6. Eating bizarre food. I mean, not that bizarre. Sushi. Odd ramen dishes. Ethiopian food. That sort of thing. I enjoy new culinary experiences. And frankly the ambiance of the restaurant makes a difference too. My great aunt would take us to the BEST French and Italian bistros in her neighborhood in San Francisco, and trying new things like squid ink pasta is just the right amount of adventure for me. 🙂
7. Travel. When that’s a thing again. It doesn’t have to be too far, really. We took the kids out to Wenatchee and Leavenworth during Covid and it was. THE BEST!
8. Physical exertion, my own way. I am sort of picky about this. I want to either go on a long hike (I’m trying to pick up trail running again since it’s basically just a faster hike), or hit/kick something. I like kickboxing, like a lot! I’m sure I look like a doofus doing it, but I don’t care. And that is the true sign of something you love! (I think).

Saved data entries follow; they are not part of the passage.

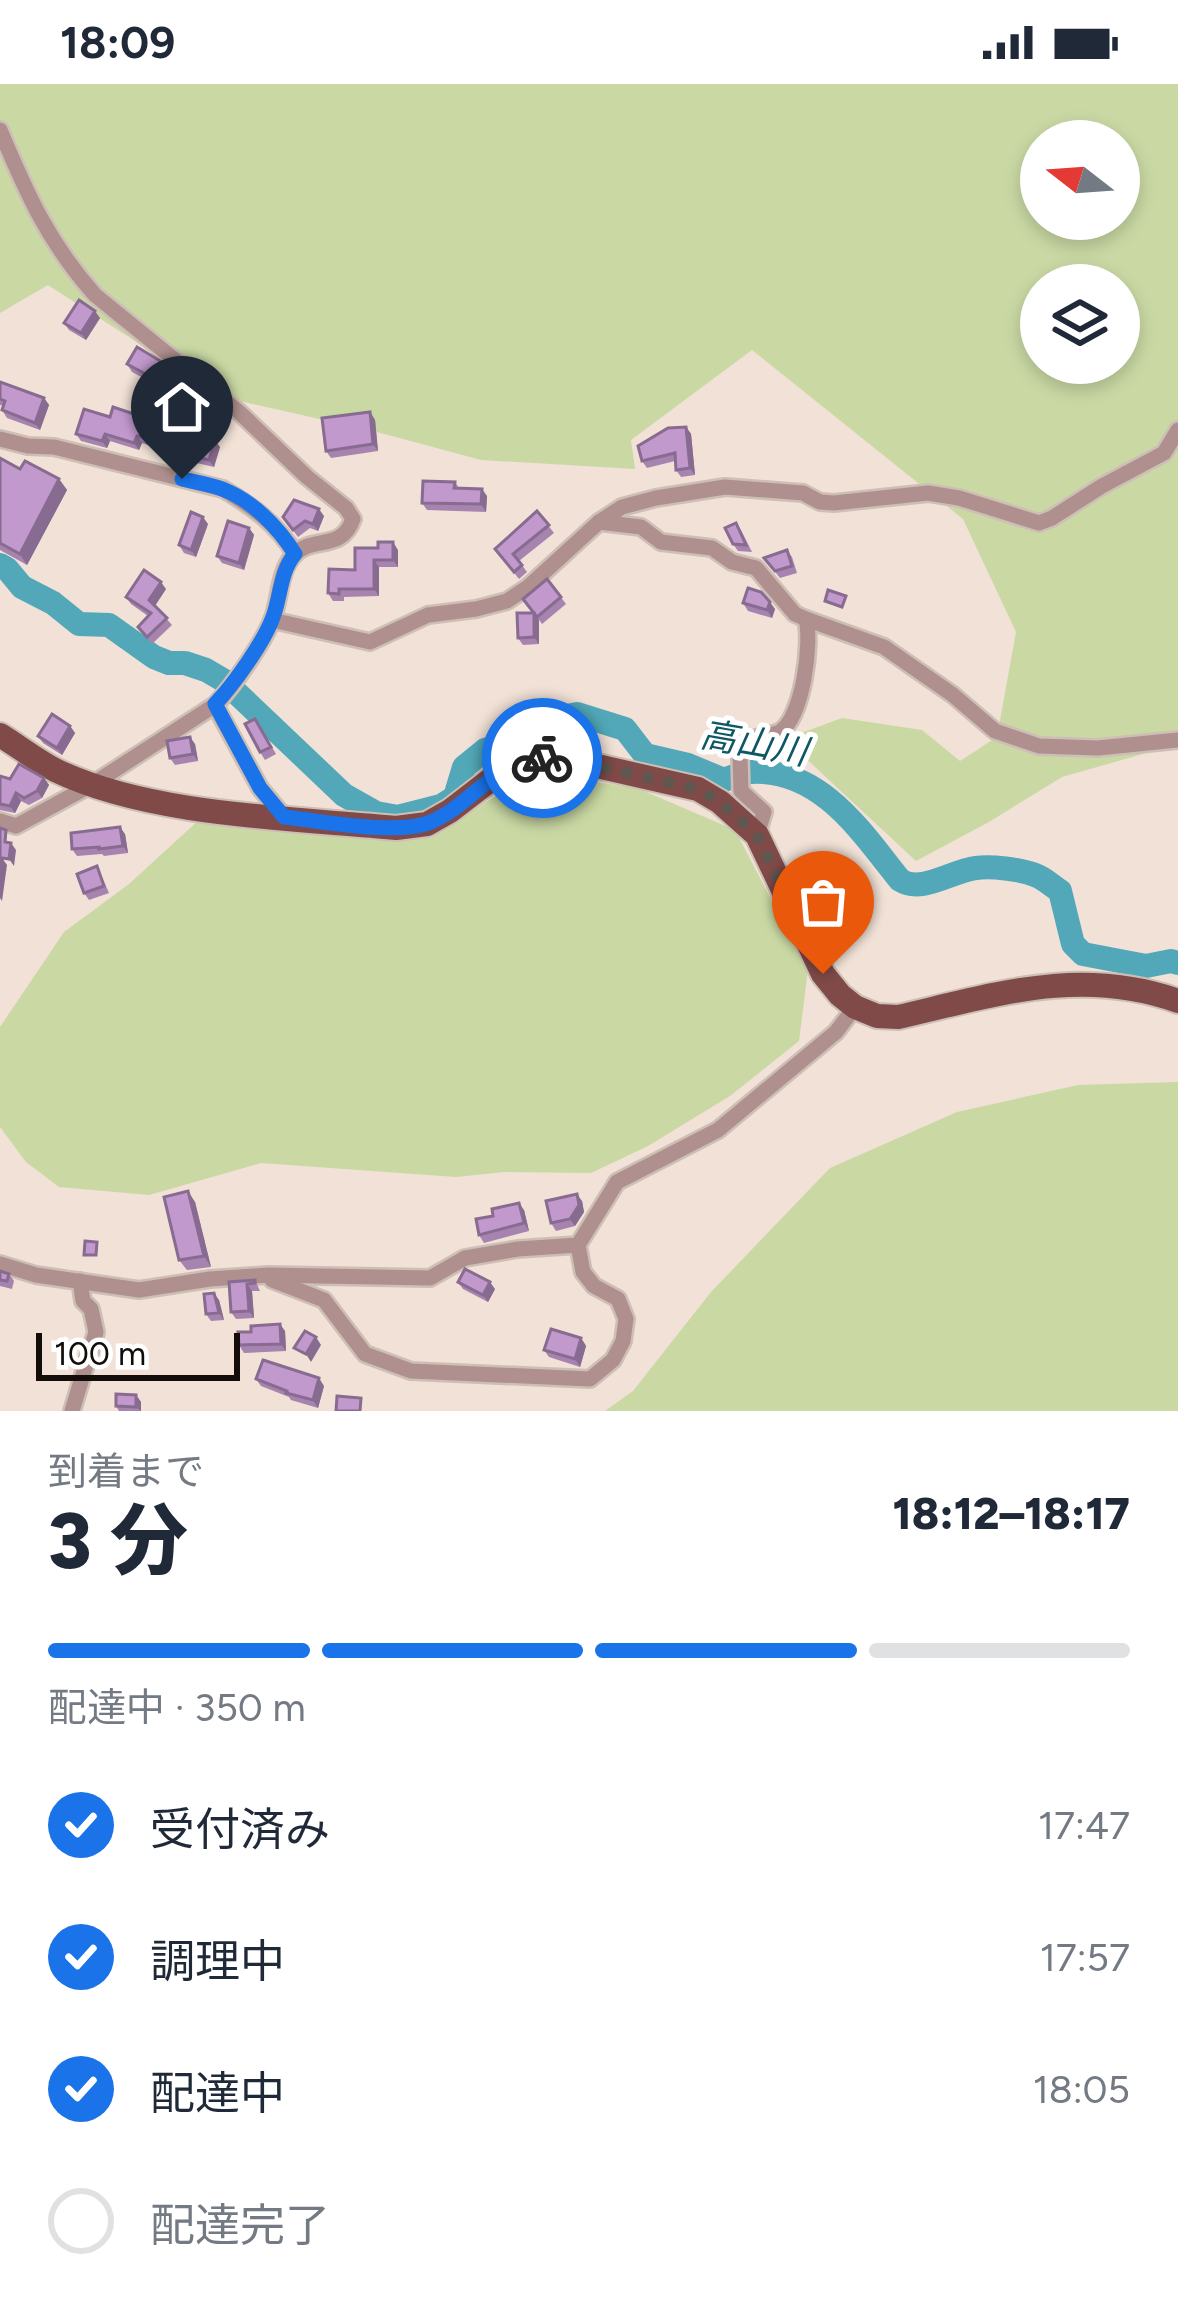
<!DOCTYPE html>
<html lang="ja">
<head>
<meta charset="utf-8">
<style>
  body { margin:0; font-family:Figtree,"Noto Sans JP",sans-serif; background:#f6f6f7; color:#1f2937; height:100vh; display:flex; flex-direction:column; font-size:45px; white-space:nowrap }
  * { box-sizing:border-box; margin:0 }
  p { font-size:39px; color:#747a83 }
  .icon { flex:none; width:66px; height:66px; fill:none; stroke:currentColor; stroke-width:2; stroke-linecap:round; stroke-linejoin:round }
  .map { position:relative; height:1327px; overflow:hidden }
  .details { display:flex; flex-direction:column; background:#fff; flex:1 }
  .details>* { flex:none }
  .needle { width:78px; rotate:287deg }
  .tools { position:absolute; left:1020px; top:36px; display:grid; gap:24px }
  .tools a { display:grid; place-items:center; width:120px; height:120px; border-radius:50%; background:#fff; box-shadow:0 6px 18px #0003; font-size:60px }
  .scale { position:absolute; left:36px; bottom:30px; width:204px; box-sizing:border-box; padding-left:12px; border:6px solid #120d09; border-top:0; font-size:33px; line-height:42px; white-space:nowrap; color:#120d09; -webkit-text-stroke:9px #fff; paint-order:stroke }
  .pin { position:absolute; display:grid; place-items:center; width:102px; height:102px; color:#fff; margin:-123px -51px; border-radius:50% 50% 50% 0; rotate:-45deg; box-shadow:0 0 12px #0007 }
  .pin .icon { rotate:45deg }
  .courier { position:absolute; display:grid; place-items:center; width:120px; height:120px; margin:-60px; border:9px solid #1a73e8; border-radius:50%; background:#fff; color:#222; box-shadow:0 3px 15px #0007 }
  .overview em { font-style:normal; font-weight:800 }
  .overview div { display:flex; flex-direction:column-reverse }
  .overview { display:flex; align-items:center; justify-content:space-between; height:204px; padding:0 48px }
  h1 { font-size:78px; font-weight:800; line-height:90px }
  .bar { display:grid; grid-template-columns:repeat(4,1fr); gap:18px 12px; align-content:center; height:144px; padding:0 48px }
  .bar i { height:15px; border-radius:9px; background:#e0e1e3 }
  .bar .active { background:#1a73e8 }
  .bar p { grid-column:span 4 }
  ol { padding:0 48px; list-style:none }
  li { display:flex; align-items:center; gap:36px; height:132px }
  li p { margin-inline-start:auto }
  li .icon { padding:12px; border-radius:50%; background:#1a73e8; color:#fff; stroke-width:4 }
  li:last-child { color:#747a83 }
  li i { width:66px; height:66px; border:6px solid #e0e1e3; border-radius:50% }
  .status { display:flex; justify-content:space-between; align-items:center; height:84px; padding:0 60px; background:#fff; direction:ltr }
  .status svg { height:33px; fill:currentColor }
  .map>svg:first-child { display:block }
  .green { fill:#cad9a4; fill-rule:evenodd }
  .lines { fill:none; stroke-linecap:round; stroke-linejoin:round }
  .river { stroke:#52a8b8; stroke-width:24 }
  .street-casing { stroke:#cdbfb5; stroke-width:20 }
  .primary-casing { stroke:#cdbfb5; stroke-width:28 }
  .street { stroke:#af908e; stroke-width:15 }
  .primary { stroke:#7f4a48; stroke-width:24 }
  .wall { fill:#a784b0 }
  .shaded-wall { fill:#886b90 }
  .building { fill:#c299cd; stroke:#886b90; stroke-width:3 }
  .done { stroke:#605751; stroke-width:12; stroke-dasharray:0 21.6 }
  .route { stroke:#1a73e8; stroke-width:15 }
  .labels { text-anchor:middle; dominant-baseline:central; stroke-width:10; stroke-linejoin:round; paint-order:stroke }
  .water-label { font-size:36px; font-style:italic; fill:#0e5864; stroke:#fff }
</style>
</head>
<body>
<div class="status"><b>18:09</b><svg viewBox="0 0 49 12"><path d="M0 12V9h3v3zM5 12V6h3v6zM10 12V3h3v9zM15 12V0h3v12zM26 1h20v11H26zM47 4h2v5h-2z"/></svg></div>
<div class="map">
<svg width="1178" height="1327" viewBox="0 0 1178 1327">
  <rect width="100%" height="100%" fill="#f1e1d6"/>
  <g class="green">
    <path d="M0,0H1178V660L1062,693L989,738L916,777L785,655L842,634L922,646L960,677L997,653L1016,548L963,435L752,266L631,356L635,385L481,376L377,348L222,313L48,201L0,229ZM1041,57H1119V135H1041ZM1041,201H1119V279H1041Z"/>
    <polygon points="535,689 637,704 735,746 808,886 799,957 730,1012 648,1062 591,1089 504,1088 456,1093 261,1079 149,1111 59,1103 26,1078 0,1043 0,943 64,848 129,800 200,735 320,748 430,751"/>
    <polygon points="1178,998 1178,1327 605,1327 633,1307 711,1208 830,1084 957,1028 1078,1001"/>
  </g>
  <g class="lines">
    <path class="river" d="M0,481L7,485L22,503L53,519L79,540L109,541L154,573L169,579H185L206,586L223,596L344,711L376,729L398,733L441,722L455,713L464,683L485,666L520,655L543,637L577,630L625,645L645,671L688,681L724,696C732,693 743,688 751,688C821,684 862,749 900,796C922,810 951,787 976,784C991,782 1020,785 1035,791C1044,794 1052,802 1060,807L1073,860L1083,870L1146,882L1171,877L1178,879"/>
    <defs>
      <g id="street">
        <path d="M0,46C27,110 48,158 95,211L239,328L307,393L346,424L353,435C341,469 312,450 293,472C279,488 280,515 273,534C263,559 234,601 215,621L93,700L16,742L0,737"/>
        <path d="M0,355L28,362L54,363L223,405C253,423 277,440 295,470"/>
        <path d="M599,438L641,443L661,458L712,464L732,478L756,484L795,530L806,535C812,560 803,631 781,647C773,652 760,651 752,656C747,660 744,666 740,672L741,707L764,728L757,751"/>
        <polyline points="806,535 884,563 953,611 995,647 1039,662 1098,664 1178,656"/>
        <polyline points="272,536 370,558 428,531 476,525 507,517 528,503 599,438 622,423 656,414 725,403 803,409 820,418 834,419 928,409 959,414 1039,439 1052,434 1102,402 1164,369 1178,346"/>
        <polyline points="215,621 260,704 284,733"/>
        <polyline points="0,1180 36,1191 139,1206 210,1195 268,1191 430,1194 465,1174 518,1165 578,1161 617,1098 718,1046 836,948 855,923"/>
        <polyline points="272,1196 324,1216 365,1270 411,1287 590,1295 613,1276 623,1257 626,1235 618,1215 594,1202 583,1188 578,1161"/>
        <polyline points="72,1327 96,1248 91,1225 83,1217 80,1197"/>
      </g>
      <path id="primary" d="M0,651C18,662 36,676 55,686C150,732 291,734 396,744L427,740L450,727L511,680L535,674H562L698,705L720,718L757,751L823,890L840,911L855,923L877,932L898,933C994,911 1081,882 1178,917"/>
    </defs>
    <use href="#street" class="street-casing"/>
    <use href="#primary" class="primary-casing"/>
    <use href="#street" class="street"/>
    <use href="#primary" class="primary"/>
  </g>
  <g class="wall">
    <polygon points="100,234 86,256 69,246 64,239"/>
    <polygon points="162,278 167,285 158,302 132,288 127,280"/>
    <polygon points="0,298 44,314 49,321 40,346 7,334 2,326 4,322 0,321"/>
    <polygon points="370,328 375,336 378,367 331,374 326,367"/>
    <polygon points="110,333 147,340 152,348 148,361 142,359 139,366 110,357 107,364 81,357 76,350"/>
    <polygon points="686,343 691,350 695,391 681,393 676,386 675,377 647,384 642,377"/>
    <polygon points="220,363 214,383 188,377 183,370"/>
    <polygon points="0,374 20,385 59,395 67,406 27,481 0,466"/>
    <polygon points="455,398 459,404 487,412 486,428 427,426 422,419"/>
    <polygon points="537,427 554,449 519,477 527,488 519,495 495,465"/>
    <polygon points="324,432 318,447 310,444 298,453 283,433"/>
    <polygon points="736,439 741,446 752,468 738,467 733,460"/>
    <polygon points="208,440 196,473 184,469 179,461"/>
    <polygon points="249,444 254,451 244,486 222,479 217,472"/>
    <polygon points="355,464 398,466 398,483 379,483 379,512 344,513 344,517 333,517 328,509 355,486"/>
    <polygon points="787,466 792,473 797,489 780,494 764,474"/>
    <polygon points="547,495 566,520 542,540 537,533 539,536 539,560 523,561 518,554 533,529"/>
    <polygon points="166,505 155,522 172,541 152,560 138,543 148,532 131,520 126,513"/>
    <polygon points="743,519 775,525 772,534 748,527"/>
    <polygon points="70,642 75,649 62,671 43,659 38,652"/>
    <polygon points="260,642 276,670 265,676 260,668"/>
    <polygon points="195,660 198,677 175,681 170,674"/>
    <polygon points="0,692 10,695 44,694 49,701 42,714 29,721 21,717 15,729 0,726"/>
    <polygon points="125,750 128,769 104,772 102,770 77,772 72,765"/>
    <polygon points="97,782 109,809 89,816 84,809"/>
    <polygon points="582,1117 584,1128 575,1142 556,1147 551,1139"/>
    <polygon points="195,1118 211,1183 187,1186 179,1176"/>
    <polygon points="524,1126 529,1147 484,1159 479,1151"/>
    <polygon points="0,1187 9,1190 14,1197 12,1205 0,1202"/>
    <polygon points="255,1196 260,1207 252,1207 254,1234 236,1235 231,1228 229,1198"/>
    <polygon points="458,1198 495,1205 488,1218 463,1205"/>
    <polygon points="219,1216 224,1236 211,1237 206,1230"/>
    <polygon points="285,1247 286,1267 244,1269 239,1261"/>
    <polygon points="581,1254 586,1262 580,1283 549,1273 544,1266"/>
    <polygon points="256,1295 324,1302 318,1324 291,1316 289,1313 261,1302"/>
    <polygon points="136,1311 141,1318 141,1327 119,1327 116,1322"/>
  </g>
  <g class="shaded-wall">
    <polygon points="95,227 100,234 86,256 81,249"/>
    <polygon points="162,278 167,285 158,302 153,294"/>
    <polygon points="44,314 49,321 40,346 35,339"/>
    <polygon points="370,328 375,336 378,367 373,360"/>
    <polygon points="147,340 152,348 148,361 143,353"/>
    <polygon points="686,343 691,350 695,391 690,384"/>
    <polygon points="105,350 110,357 107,364 102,357"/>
    <polygon points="137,352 142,359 139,366 134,359"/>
    <polygon points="215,356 220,363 214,383 209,376"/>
    <polygon points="59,395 67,406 27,481 20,470"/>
    <polygon points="482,405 487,412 486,428 481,420"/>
    <polygon points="319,425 324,432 318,447 313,440"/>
    <polygon points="203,433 208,440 196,473 191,466"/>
    <polygon points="249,444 254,451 244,486 239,479"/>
    <polygon points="393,458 398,466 398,483 393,476"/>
    <polygon points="374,476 379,483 379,512 374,505"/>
    <polygon points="161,498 166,505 154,523 149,516"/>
    <polygon points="770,518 775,525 772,534 767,526"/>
    <polygon points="534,529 539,536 539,560 534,553"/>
    <polygon points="70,642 75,649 62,671 57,664"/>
    <polygon points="190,653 195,660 198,677 193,670"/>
    <polygon points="44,694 49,701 42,714 37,707"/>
    <polygon points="16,709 21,717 15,729 10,722"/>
    <polygon points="120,743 125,750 128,769 123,762"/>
    <polygon points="11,759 16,766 14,782 9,775"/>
    <polygon points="2,774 7,781 2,817 0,814 0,793"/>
    <polygon points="188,1107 195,1118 211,1183 204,1172"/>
    <polygon points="577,1110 582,1117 584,1128 575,1142 570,1135"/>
    <polygon points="519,1119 524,1126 529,1147 524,1139"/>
    <polygon points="490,1198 495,1205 488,1218 483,1211"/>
    <polygon points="247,1200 252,1207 254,1234 249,1227"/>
    <polygon points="214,1209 219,1216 224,1236 219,1229"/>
    <polygon points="280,1240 285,1247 286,1267 281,1260"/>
    <polygon points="316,1253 321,1261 311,1278 306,1270"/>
    <polygon points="581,1254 586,1262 580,1283 575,1275"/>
    <polygon points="319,1294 324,1302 318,1324 313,1316"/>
    <polygon points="136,1311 141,1318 141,1327 136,1323"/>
  </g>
  <g class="building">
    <polygon points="79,216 95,227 81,249 64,239"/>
    <polygon points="137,263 162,278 153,294 127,280"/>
    <polygon points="0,298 44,314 35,339 2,326 5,317 0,315"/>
    <polygon points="113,323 140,332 138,338 147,340 143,353 137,352 134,359 105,350 102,357 76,350 84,325 110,333"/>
    <polygon points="370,328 373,360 326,367 322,334"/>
    <polygon points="686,343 690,384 676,386 675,369 642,377 638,362 668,344"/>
    <polygon points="188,349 215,356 209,376 183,370"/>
    <polygon points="0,374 20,385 25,377 59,395 20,470 0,459"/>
    <polygon points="423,397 455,398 454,404 482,405 481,420 422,419"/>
    <polygon points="294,416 319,425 313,440 305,437 293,446 283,433"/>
    <polygon points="537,427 549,441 513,470 522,481 514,488 495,465"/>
    <polygon points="191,428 203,433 191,466 179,461"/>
    <polygon points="228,437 249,444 239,479 217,472"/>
    <polygon points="736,439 746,461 733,460 725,444"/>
    <polygon points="378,458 393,458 393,476 374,476 374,505 339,505 339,510 328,509 329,485 355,486 355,464 378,464"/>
    <polygon points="787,466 792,482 775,487 764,474"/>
    <polygon points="144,486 161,498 149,516 167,534 147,553 138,543 151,529 126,513"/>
    <polygon points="547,495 561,513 537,533 523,515"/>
    <polygon points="748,504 761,508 770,518 767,526 743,519"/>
    <polygon points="828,506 846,512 842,523 825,517"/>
    <polygon points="517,529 534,529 534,553 518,554"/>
    <polygon points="52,630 70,642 57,664 38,652"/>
    <polygon points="255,635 271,663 260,668 245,640"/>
    <polygon points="190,653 193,670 170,674 167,657"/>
    <polygon points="19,680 44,694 37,707 24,714 16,709 10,722 0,720 0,692 10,695"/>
    <polygon points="120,743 123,762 99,765 99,763 72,765 71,749"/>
    <polygon points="0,744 6,746 5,758 11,759 9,775 2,774 0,793"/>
    <polygon points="97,782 104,802 84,809 77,790"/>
    <polygon points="188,1107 204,1172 179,1176 164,1113"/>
    <polygon points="577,1110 579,1121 570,1135 551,1139 546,1117"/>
    <polygon points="519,1119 524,1139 479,1151 476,1135 493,1132 492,1125"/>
    <polygon points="85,1157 97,1158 96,1171 84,1171"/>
    <polygon points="465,1185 490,1198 483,1211 458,1198"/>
    <polygon points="0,1187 9,1190 7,1197 0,1196"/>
    <polygon points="255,1196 255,1199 247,1200 249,1227 231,1228 229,1198"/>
    <polygon points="214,1209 219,1229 206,1230 204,1210"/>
    <polygon points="280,1240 281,1260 239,1261 238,1248 251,1248 251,1242"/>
    <polygon points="551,1245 581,1254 575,1275 544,1266"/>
    <polygon points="305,1247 316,1253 306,1270 294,1264"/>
    <polygon points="263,1276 319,1294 313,1316 286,1309 287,1307 256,1295"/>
    <polygon points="116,1310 136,1311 136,1323 116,1322"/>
    <polygon points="337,1312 361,1314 360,1327 336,1327"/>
  </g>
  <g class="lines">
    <polyline class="done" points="542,674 562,674 698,705 720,718 757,751 823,890"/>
    <path class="route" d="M182,395C195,398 209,400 222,405C252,416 278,443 295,470C280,488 281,512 273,533C264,558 234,600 215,620L260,704L284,733C322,737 397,752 431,738C471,721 496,676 542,674"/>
  </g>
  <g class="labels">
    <g class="water-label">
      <text transform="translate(754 659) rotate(10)">高山川</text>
    </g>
  </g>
</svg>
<div class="tools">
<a><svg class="needle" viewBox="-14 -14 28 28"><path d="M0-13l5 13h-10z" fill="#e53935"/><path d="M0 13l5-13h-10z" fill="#747a83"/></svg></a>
<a><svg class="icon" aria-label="layers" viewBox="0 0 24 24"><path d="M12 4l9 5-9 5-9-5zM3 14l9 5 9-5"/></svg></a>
</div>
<div class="scale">100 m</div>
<div class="pin" style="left:823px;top:890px;background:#ea580c"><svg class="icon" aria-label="bag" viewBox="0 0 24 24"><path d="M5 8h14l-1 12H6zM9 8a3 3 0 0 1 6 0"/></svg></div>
<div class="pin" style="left:182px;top:395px;background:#1f2937"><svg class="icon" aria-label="home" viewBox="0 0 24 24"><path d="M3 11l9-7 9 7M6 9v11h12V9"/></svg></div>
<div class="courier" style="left:542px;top:674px"><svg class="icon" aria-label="bike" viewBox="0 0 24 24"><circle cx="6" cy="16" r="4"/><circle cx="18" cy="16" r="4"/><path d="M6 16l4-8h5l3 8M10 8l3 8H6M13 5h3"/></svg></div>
</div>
<section class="details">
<div class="overview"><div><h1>3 分</h1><p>到着まで</p></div><em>18:12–18:17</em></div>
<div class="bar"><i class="active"></i><i class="active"></i><i class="active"></i><i></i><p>配達中 · 350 m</p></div>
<ol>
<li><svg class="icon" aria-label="check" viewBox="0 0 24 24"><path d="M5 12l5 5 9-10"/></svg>受付済み<p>17:47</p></li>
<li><svg class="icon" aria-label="check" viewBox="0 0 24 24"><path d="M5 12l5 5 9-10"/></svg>調理中<p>17:57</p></li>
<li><svg class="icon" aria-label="check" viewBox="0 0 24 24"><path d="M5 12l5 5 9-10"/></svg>配達中<p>18:05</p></li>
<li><i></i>配達完了</li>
</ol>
</section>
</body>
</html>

9. Affirmations. I’m a sucker for a gold star. I am learning that I can technically just give them to myself. If I gave myself a gold star sticker on the chore list, I’m not joking I’d probably feel better about washing dishes.
10. Gardening. This is something I already do, but it’s a delicate balance of not wanting to take on too much work vs. wanting to see things grow. I am pretty deliberately not planting a vegetable garden in the plot of dirt at our new place (I’ll bet you a nickel there are two tomato plants in there by May), but I did plant a tree in a spot that desperately needed some natural restoration (ssshhhh!)

That’s a good place to stop for now. I hope that by writing these out and sharing these with the world I can hold myself accountable to actually doing them.